• [Problem statement] Where in the data does the word "read" appear? Find those lines and copy them.
═══ Extracted entries
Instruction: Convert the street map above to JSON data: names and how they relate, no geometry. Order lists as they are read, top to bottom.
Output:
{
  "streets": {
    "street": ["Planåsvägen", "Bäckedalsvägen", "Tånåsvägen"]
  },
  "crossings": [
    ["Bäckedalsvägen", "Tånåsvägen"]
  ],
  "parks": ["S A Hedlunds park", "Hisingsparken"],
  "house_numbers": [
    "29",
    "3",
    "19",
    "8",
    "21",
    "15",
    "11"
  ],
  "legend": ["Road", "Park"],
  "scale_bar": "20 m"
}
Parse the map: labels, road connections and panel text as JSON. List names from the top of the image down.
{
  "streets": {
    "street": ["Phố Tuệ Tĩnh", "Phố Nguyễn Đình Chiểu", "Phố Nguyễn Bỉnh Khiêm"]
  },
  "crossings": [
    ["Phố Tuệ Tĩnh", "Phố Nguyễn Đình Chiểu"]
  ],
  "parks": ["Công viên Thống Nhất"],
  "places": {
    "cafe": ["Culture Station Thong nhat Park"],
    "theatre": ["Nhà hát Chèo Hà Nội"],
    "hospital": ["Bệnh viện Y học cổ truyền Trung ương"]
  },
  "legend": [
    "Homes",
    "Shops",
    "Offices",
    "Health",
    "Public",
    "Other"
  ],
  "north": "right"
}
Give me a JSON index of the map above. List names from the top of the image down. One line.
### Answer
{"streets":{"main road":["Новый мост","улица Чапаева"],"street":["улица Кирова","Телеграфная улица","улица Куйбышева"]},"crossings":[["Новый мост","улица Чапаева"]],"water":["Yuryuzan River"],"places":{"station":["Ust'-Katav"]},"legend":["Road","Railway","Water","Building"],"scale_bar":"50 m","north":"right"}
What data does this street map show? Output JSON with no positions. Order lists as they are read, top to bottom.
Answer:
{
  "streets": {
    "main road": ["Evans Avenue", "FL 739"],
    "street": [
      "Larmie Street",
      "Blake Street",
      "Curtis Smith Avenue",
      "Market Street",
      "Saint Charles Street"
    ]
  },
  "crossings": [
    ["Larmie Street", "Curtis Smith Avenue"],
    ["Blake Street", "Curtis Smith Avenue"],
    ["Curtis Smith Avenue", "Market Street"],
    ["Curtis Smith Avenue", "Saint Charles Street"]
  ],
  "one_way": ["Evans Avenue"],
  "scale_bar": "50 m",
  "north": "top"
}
══════
• [Expected answer]
Instruction: Convert the street map above to JSON data: names and how they relate, no geometry. Order lists as they are read, top to bottom.
What data does this street map show? Output JSON with no positions. Order lists as they are read, top to bottom.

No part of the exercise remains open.